So, yesterday was Thanksgiving and it was freezing in the city so we skipped the parade (a family tradition which I haven’t fully carried out), and headed up to the county house. Instead, I started my morning with a Gratitude Yoga class at a local studio up here (loved), and we all went to Oma’s house in the afternoon.
Aria loved the turkey & Opa’s famous stuffing, and although she realized it was a holiday, and was cute with her well-rehersed “gobble, gobble,” I’m not quite sure she fully grasps the concept of gratitude. There are often times when I talk to her about how lucky she is, how lucky we both our– for our life and all the good people and stuff it’s filled with. I can see the little wheels turning in her head when I talk about it all, but I’m not sure she fully grasps gratitude (yet).
So, the big question is, “Can we teach our kids to be grateful?”
And, I know the answer is yes. Of course, in part that comes with good parenting, and the choices we make for our kids. I know for myself I have to stop giving her so much sometimes (of the material sort that is)– for too many “favorite” stuffed animals and toys have already fallen to the bottom of the toy basket, never to be heard from again. But ultimately, I also know the biggest way that I can teach gratitude is not by saying or doing anything, but by being grateful myself.
Gratitude is something that I’ve been trying to put at the forefront more and more. Day to day, I try to consciously live in a place where I appreciate all that I have, and not worry about what I don’t– to trust that I am exactly where I need to be at this moment and be thankful for that place and everything in it.
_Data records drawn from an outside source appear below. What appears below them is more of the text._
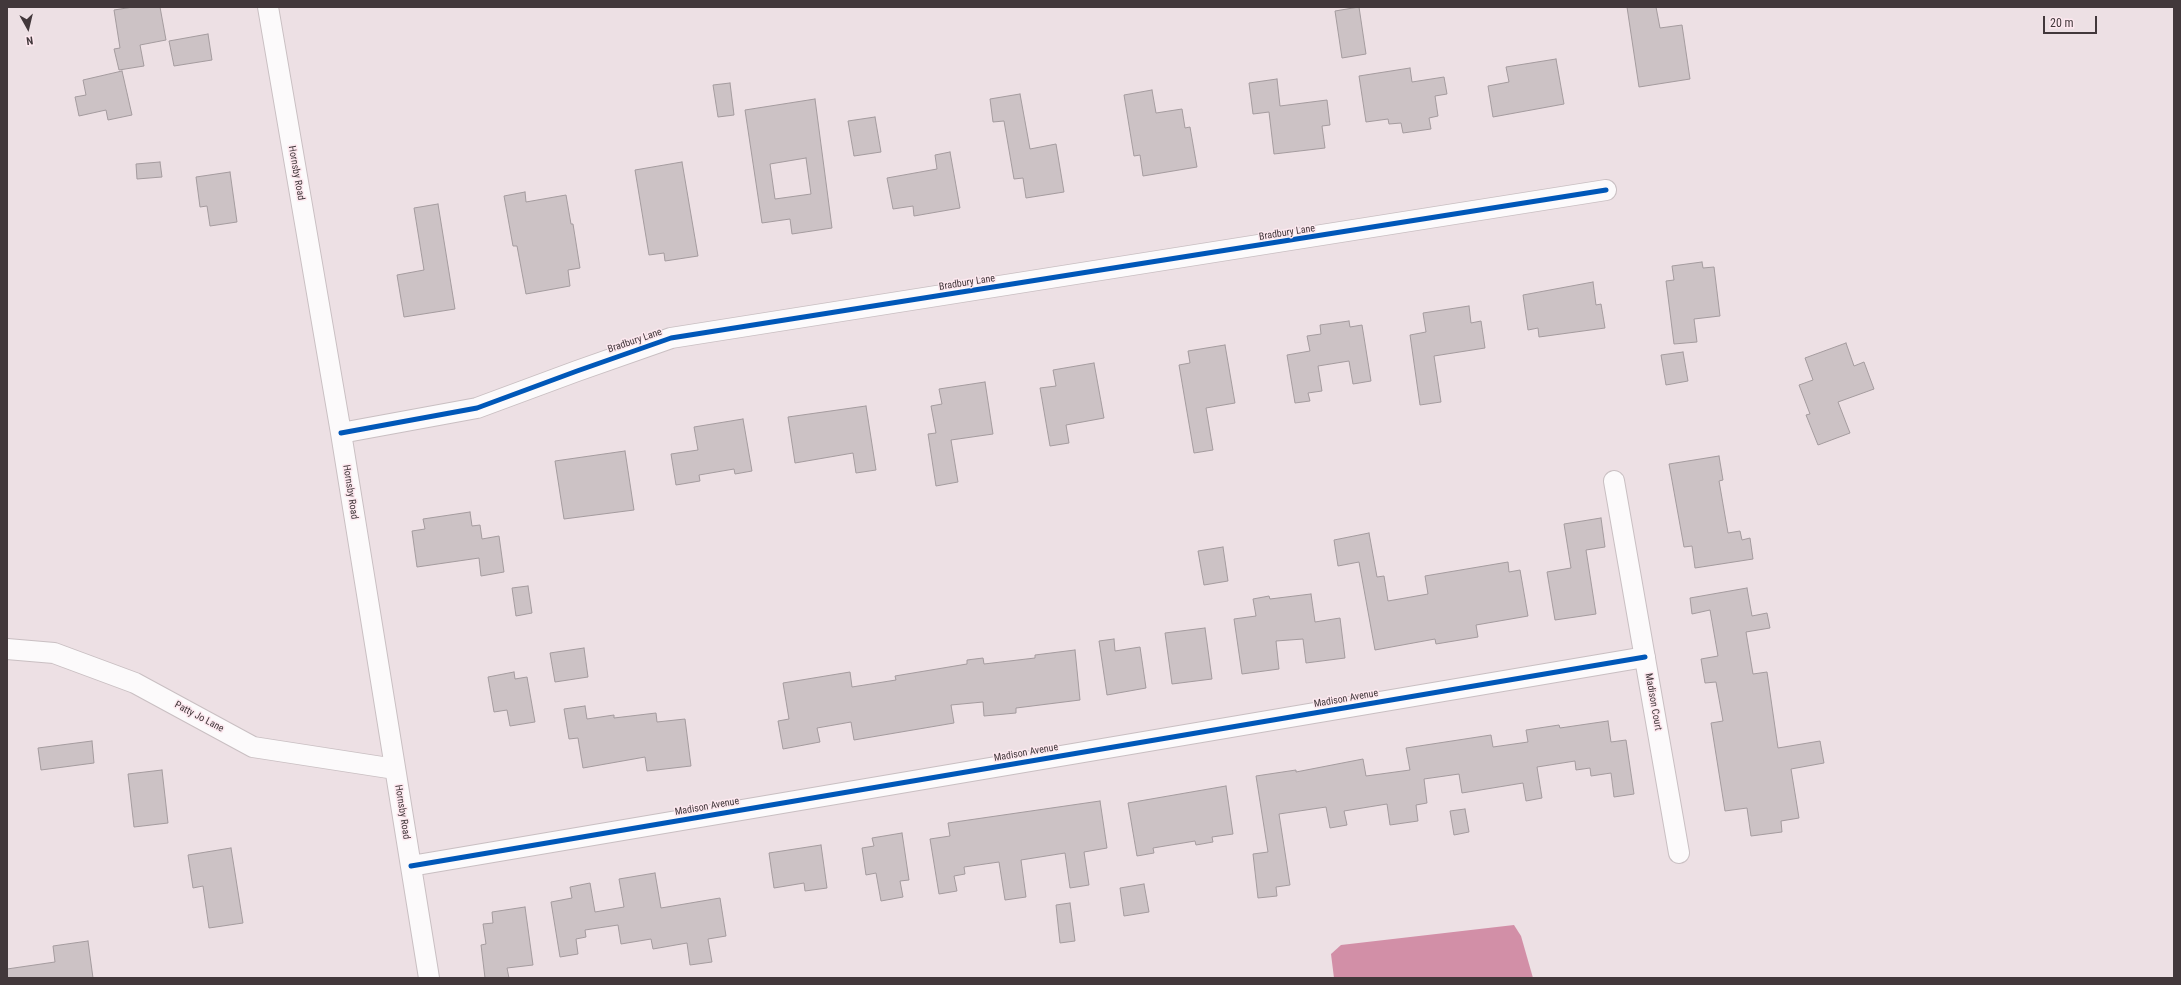 <!DOCTYPE html>
<style>
body{margin:0}
#map{position:relative;width:2181px;height:985px;overflow:hidden;background:#ede0e4;font-family:"Roboto Condensed",sans-serif}
canvas{display:block}
.frame{position:absolute;inset:0;border:8px solid #42383b;pointer-events:none}
.north{position:absolute;left:8px;top:8px;width:40px;height:40px;-webkit-text-stroke:3px #fde8ef;paint-order:stroke;rotate:172deg;font-size:11px;font-weight:700;line-height:16px;text-align:center;color:#42383b}
.north::after{content:'';display:block;margin:auto;width:14px;height:18px;background:#42383b;clip-path:polygon(50% 0,100% 100%,50% 72%,0 100%)}
.scale{position:absolute;left:2043px;top:16px;width:54px;height:18px;box-sizing:border-box;border:2px solid #42383b;border-top:0;padding-left:5px;font-size:12px;line-height:14px;white-space:nowrap;color:#42383b;-webkit-text-stroke:3px #fde8ef;paint-order:stroke}
</style>
<div id="map">
<canvas width="2181" height="985"></canvas>
<div class="frame"></div>
<div class="north">N</div>
<div class="scale">20 m</div>
</div>
<script>
const c = document.querySelector('canvas').getContext('2d');
c.lineJoin = 'round';
function fill(path, color) {
  c.fillStyle = color;
  c.fill(path, 'evenodd');
}
function shape(rows) {
  const path = new Path2D();
  for (const r of rows) {
    path.moveTo(r[0], r[1]);
    for (let i = 2; i < r.length; i += 2) path.lineTo(r[i], r[i + 1]);
  }
  return path;
}
function stroke(path, color, width, dash) {
  c.strokeStyle = color;
  c.lineWidth = width;
  c.lineCap = dash ? 'butt' : 'round';
  c.setLineDash(dash || []);
  c.stroke(path);
}
function write(font, color, halo, rows, align = 'center') {
  c.font = font + ' "Roboto Condensed",sans-serif';
  c.lineWidth = 3;
  c.setLineDash([]);
  c.textBaseline = 'middle';
  c.strokeStyle = halo;
  c.fillStyle = color;
  for (const [text, x, y, turn = 0] of rows) {
    c.save();
    c.translate(x, y);
    c.rotate((+turn || 0) * Math.PI / 180);
    c.textAlign = isNaN(turn) ? turn : align;
    if (halo) c.strokeText(text, 0, 0);
    c.fillText(text, 0, 0);
    c.restore();
  }
}
fill(shape([
 [1514,925,1521,936,1533,978,1334,978,1331,954,1341,945]
]), '#d28fa7');
const building = shape([
 [133,7,160,7,166,40,140,45,144,66,119,70,114,49,120,48,114,10,133,7],
 [1359,7,1366,54,1342,58,1335,11,1359,7],
 [1627,7,1656,7,1660,28,1682,25,1690,79,1639,87,1627,7],
 [208,34,212,60,174,66,169,41,208,34],
 [1556,59,1564,104,1493,117,1488,86,1509,82,1506,67,1556,59],
 [1410,68,1412,82,1444,77,1447,94,1435,96,1438,116,1429,118,1431,129,1403,133,1401,123,1389,124,1388,119,1366,122,1359,76,1410,68],
 [122,71,132,115,108,120,106,110,79,116,75,97,86,95,83,80,122,71],
 [1277,79,1280,106,1327,100,1330,125,1322,126,1325,148,1274,154,1269,112,1253,114,1249,83,1277,79],
 [730,83,734,115,718,117,713,85,730,83],
 [1152,90,1156,113,1182,109,1185,128,1190,127,1197,167,1143,176,1140,155,1134,156,1124,95,1152,90],
 [1020,94,1030,149,1056,144,1064,192,1026,198,1023,178,1014,179,1004,121,993,122,990,99,1020,94],
 [815,99,832,228,792,234,790,219,762,223,745,110,815,99],
 [806,158,811,194,775,199,770,164,806,158],
 [875,117,881,152,854,156,848,121,875,117],
 [950,152,960,208,914,216,913,206,893,209,887,178,937,169,935,155,950,152],
 [160,162,162,177,137,179,136,164,160,162],
 [682,162,698,256,665,261,664,253,649,255,635,170,682,162],
 [230,172,237,222,210,226,207,206,200,207,196,177,230,172],
 [525,192,526,202,566,195,571,224,573,224,580,268,568,270,570,286,526,294,517,246,513,246,504,196,525,192],
 [438,204,455,309,404,317,397,275,424,270,414,208,438,204],
 [1702,262,1703,268,1714,267,1720,316,1694,319,1697,342,1674,344,1666,281,1674,280,1672,266,1702,262],
 [1593,282,1596,305,1601,304,1605,328,1539,337,1538,328,1528,330,1523,295,1593,282],
 [1469,306,1471,323,1481,321,1485,348,1434,356,1441,402,1420,405,1410,335,1426,332,1423,313,1469,306],
 [1349,321,1350,327,1362,325,1371,381,1353,384,1349,361,1318,366,1322,391,1308,393,1310,401,1295,403,1287,355,1310,351,1307,336,1321,334,1320,325,1349,321],
 [1846,343,1854,366,1864,362,1874,389,1838,402,1850,433,1818,445,1806,415,1810,414,1799,385,1813,380,1805,358,1846,343],
 [1225,345,1235,403,1206,408,1213,450,1194,453,1179,365,1190,363,1188,351,1225,345],
 [1683,352,1688,381,1666,385,1661,355,1683,352],
 [1094,363,1104,418,1066,425,1069,443,1050,446,1040,388,1056,386,1053,370,1094,363],
 [985,382,993,434,951,440,958,482,936,486,928,434,936,433,931,406,942,404,939,389,985,382],
 [866,406,876,470,856,473,853,453,795,463,788,417,866,406],
 [743,419,752,471,735,474,734,469,699,475,700,481,676,485,671,454,698,450,694,427,743,419],
 [625,451,634,510,564,519,555,461,625,451],
 [1719,456,1723,480,1719,481,1728,533,1740,531,1742,540,1750,538,1753,559,1695,568,1692,546,1684,547,1669,464,1719,456],
 [470,512,472,526,480,525,482,539,499,536,504,572,481,576,479,558,417,567,412,531,425,529,423,519,470,512],
 [1601,518,1605,547,1586,550,1596,614,1555,620,1547,572,1571,568,1564,524,1601,518],
 [1369,533,1377,577,1384,576,1388,601,1428,594,1425,576,1508,562,1509,572,1520,570,1528,616,1476,625,1478,637,1436,644,1435,639,1375,650,1359,562,1338,566,1334,540,1369,533],
 [1223,547,1228,581,1204,585,1198,551,1223,547],
 [528,586,532,613,516,616,512,588,528,586],
 [1747,588,1752,616,1767,613,1770,628,1746,632,1753,674,1767,672,1778,748,1820,741,1824,763,1791,769,1799,818,1781,821,1782,832,1751,836,1747,808,1725,811,1711,723,1723,721,1716,682,1705,683,1701,659,1718,656,1710,610,1692,614,1690,598,1747,588],
 [1311,594,1315,622,1340,618,1345,658,1306,663,1303,639,1276,641,1279,669,1242,674,1234,619,1256,616,1253,599,1269,596,1270,599,1311,594],
 [1205,628,1212,679,1172,684,1165,633,1205,628],
 [1114,639,1115,651,1140,647,1146,688,1107,695,1099,641,1114,639],
 [584,648,588,677,555,682,550,653,584,648],
 [1075,650,1080,700,1016,708,1016,713,984,716,983,702,951,705,954,723,854,740,851,722,817,728,820,742,783,749,778,721,789,719,783,683,850,672,852,687,896,680,895,676,967,664,967,660,983,658,984,664,1035,658,1035,655,1075,650],
 [514,672,515,679,527,677,535,722,510,726,507,710,494,712,488,677,514,672],
 [585,706,587,719,614,715,614,718,656,713,657,722,685,719,691,766,647,771,645,757,583,768,578,738,569,739,564,709,585,706],
 [1608,721,1611,742,1626,740,1634,794,1614,797,1611,773,1591,776,1590,768,1576,770,1575,761,1537,767,1542,798,1526,801,1523,783,1462,793,1459,774,1424,779,1427,803,1416,805,1418,821,1390,825,1387,804,1344,811,1347,825,1330,828,1326,807,1279,814,1290,885,1276,887,1277,896,1258,898,1253,854,1268,852,1256,776,1296,770,1296,772,1363,759,1366,776,1410,770,1406,748,1491,735,1493,747,1528,742,1526,730,1559,725,1560,728,1608,721],
 [92,741,94,763,41,770,38,748,92,741],
 [162,770,168,823,134,827,128,774,162,770],
 [1226,786,1233,834,1212,837,1213,842,1196,845,1195,841,1153,848,1154,853,1137,856,1128,803,1226,786],
 [1100,801,1107,848,1084,852,1089,885,1070,888,1065,853,1021,860,1026,897,1005,900,999,862,964,867,965,874,954,876,957,891,939,894,930,839,950,836,948,823,1100,801],
 [1465,809,1469,832,1454,835,1450,811,1465,809],
 [902,833,909,880,900,881,903,897,881,901,876,873,866,875,862,848,874,846,872,838,902,833],
 [821,845,827,888,805,891,804,883,774,888,769,853,821,845],
 [231,848,243,923,209,928,203,886,193,888,188,855,231,848],
 [655,873,661,908,720,898,726,936,708,939,712,962,690,965,687,943,653,949,651,939,621,944,618,925,585,930,586,937,576,939,578,954,560,957,551,902,572,898,570,887,590,883,595,912,624,907,619,879,655,873],
 [1144,884,1149,912,1124,916,1120,888,1144,884],
 [1070,903,1075,941,1060,943,1056,905,1070,903],
 [525,907,533,965,507,968,509,978,485,978,481,945,486,944,483,924,493,923,492,912,525,907],
 [88,941,93,978,7,978,7,969,55,962,53,946,88,941]
]);
fill(building, '#ccc2c5');
stroke(building, '#a49b9e', 1);
const minor = shape([
 [268,7,341,433,429,978],
 [341,433,477,408,577,371,671,338,1606,190],
 [1614,481,1679,853],
 [7,649,54,653,135,683,253,747,395,769],
 [411,866,1645,657]
]);
stroke(minor, '#c9bfc2', 22);
stroke(minor, '#fcfafb', 20);
stroke(shape([
 [341,433,477,408,577,371,671,338,1606,190],
 [411,866,1645,657]
]), '#0057b8', 5);
write('10px', '#42383b', '#fde8ef', [
 ["Hornsby Road",296,173,80],
 ["Bradbury Lane",1287,233,-9],
 ["Bradbury Lane",967,283,-9],
 ["Bradbury Lane",635,341,-19],
 ["Hornsby Road",350,492,81],
 ["Madison Avenue",1346,699,-10],
 ["Madison Court",1653,702,80],
 ["Patty Jo Lane",199,717,28],
 ["Madison Avenue",1026,753,-10],
 ["Madison Avenue",707,807,-10],
 ["Hornsby Road",402,812,81]
]);
</script>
Now, for me this is sometimes tough. My perfectionist, success-driven nature often combats gratitude by always wanting better and more. But as much as I want Aria to see her mom as strong and driven, I want more for her to see me as happy and grateful. Because in the end, I know that living in gratitude brings happiness, and, ultimately, isn’t being happy what we all really want most? I know for me it is, and (more importantly) it’s what I want most in life for Aria.